An exact reproduction of the entries is needed. Keep all pictures out of it.

(Data provided Opens)

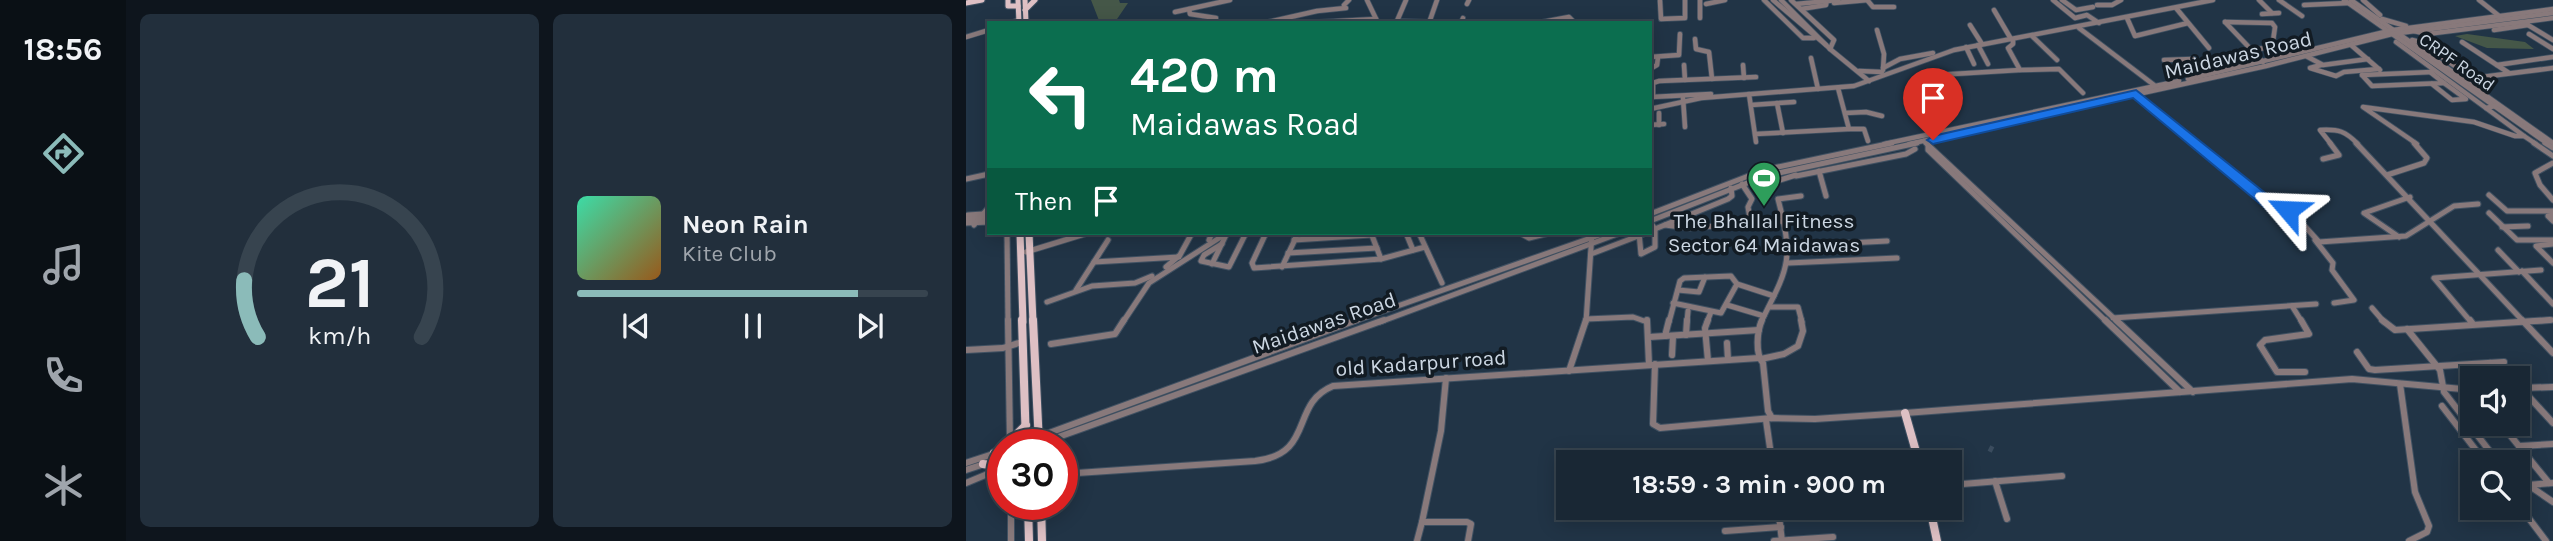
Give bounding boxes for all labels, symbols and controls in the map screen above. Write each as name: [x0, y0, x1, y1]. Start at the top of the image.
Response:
street label: Maidawas Road: [2162, 26, 2314, 84]
street label: CRPF Road: [2415, 28, 2499, 96]
text: 18:56: [24, 31, 102, 68]
text: 420 m: [1130, 47, 1279, 104]
icon: left: [1015, 49, 1106, 140]
pin: [1903, 68, 1963, 140]
icon: arrive: [1914, 79, 1952, 117]
text: Maidawas Road: [1130, 106, 1360, 143]
icon: directions: [39, 129, 88, 178]
sports icon: The Bhallal Fitness Sector 64 Maidawas: [1745, 159, 1783, 208]
position arrow: [2251, 173, 2325, 247]
icon: arrive: [1087, 182, 1125, 220]
text: Then: [1015, 186, 1073, 217]
text: Neon Rain: [682, 209, 809, 240]
place label: The Bhallal Fitness Sector 64 Maidawas: [1668, 209, 1860, 257]
icon: music: [39, 240, 88, 289]
text: 21: [305, 240, 375, 325]
text: Kite Club: [682, 240, 777, 267]
street label: Maidawas Road: [1249, 287, 1399, 359]
icon: previous: [617, 307, 655, 345]
icon: pause: [734, 307, 772, 345]
icon: next: [851, 307, 889, 345]
text: km/h: [308, 320, 371, 349]
street label: old Kadarpur road: [1335, 345, 1507, 381]
icon: phone: [39, 351, 88, 400]
map controls: [2460, 366, 2530, 520]
button: sound: [2460, 366, 2530, 436]
speed limit sign: 30: [987, 429, 1078, 520]
button: search: [2460, 450, 2530, 520]
icon: climate: [39, 461, 88, 510]
text: 18:59 · 3 min · 900 m: [1632, 469, 1886, 500]

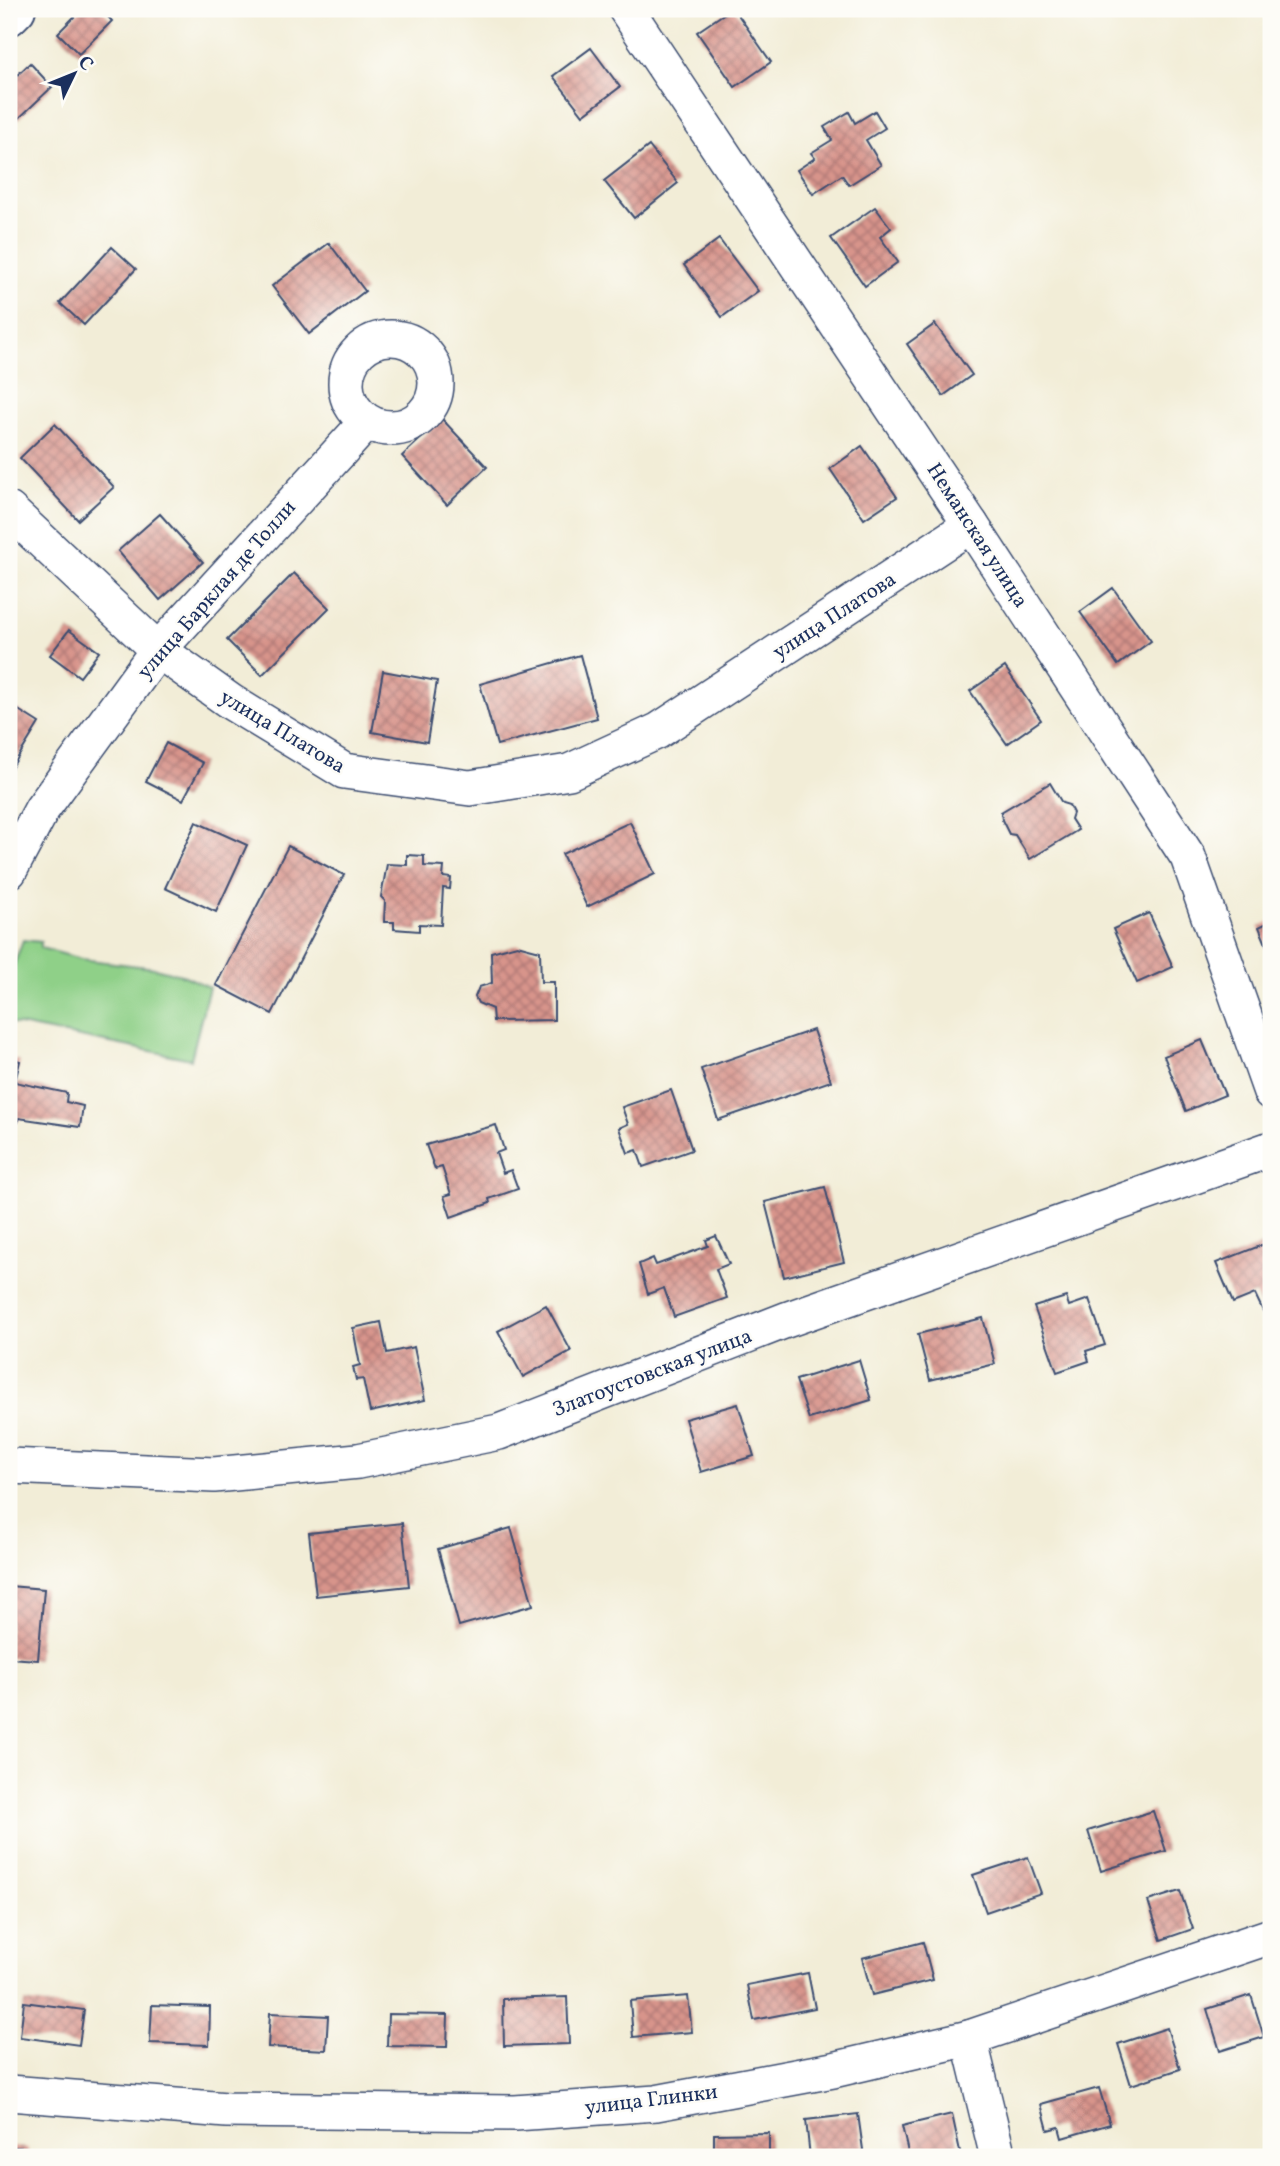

(Data provided Closes)

*Answer to the exercise*:
Give bounding boxes for all labels, symbols and controls in the map screen above. Write each as name: [x0, y0, x1, y1]. Start at the top of the image.
Response:
street label: Maidawas Road: [2162, 26, 2314, 84]
street label: CRPF Road: [2415, 28, 2499, 96]
text: 18:56: [24, 31, 102, 68]
text: 420 m: [1130, 47, 1279, 104]
icon: left: [1015, 49, 1106, 140]
pin: [1903, 68, 1963, 140]
icon: arrive: [1914, 79, 1952, 117]
text: Maidawas Road: [1130, 106, 1360, 143]
icon: directions: [39, 129, 88, 178]
sports icon: The Bhallal Fitness Sector 64 Maidawas: [1745, 159, 1783, 208]
position arrow: [2251, 173, 2325, 247]
icon: arrive: [1087, 182, 1125, 220]
text: Then: [1015, 186, 1073, 217]
text: Neon Rain: [682, 209, 809, 240]
place label: The Bhallal Fitness Sector 64 Maidawas: [1668, 209, 1860, 257]
icon: music: [39, 240, 88, 289]
text: 21: [305, 240, 375, 325]
text: Kite Club: [682, 240, 777, 267]
street label: Maidawas Road: [1249, 287, 1399, 359]
icon: previous: [617, 307, 655, 345]
icon: pause: [734, 307, 772, 345]
icon: next: [851, 307, 889, 345]
text: km/h: [308, 320, 371, 349]
street label: old Kadarpur road: [1335, 345, 1507, 381]
icon: phone: [39, 351, 88, 400]
map controls: [2460, 366, 2530, 520]
button: sound: [2460, 366, 2530, 436]
speed limit sign: 30: [987, 429, 1078, 520]
button: search: [2460, 450, 2530, 520]
icon: climate: [39, 461, 88, 510]
text: 18:59 · 3 min · 900 m: [1632, 469, 1886, 500]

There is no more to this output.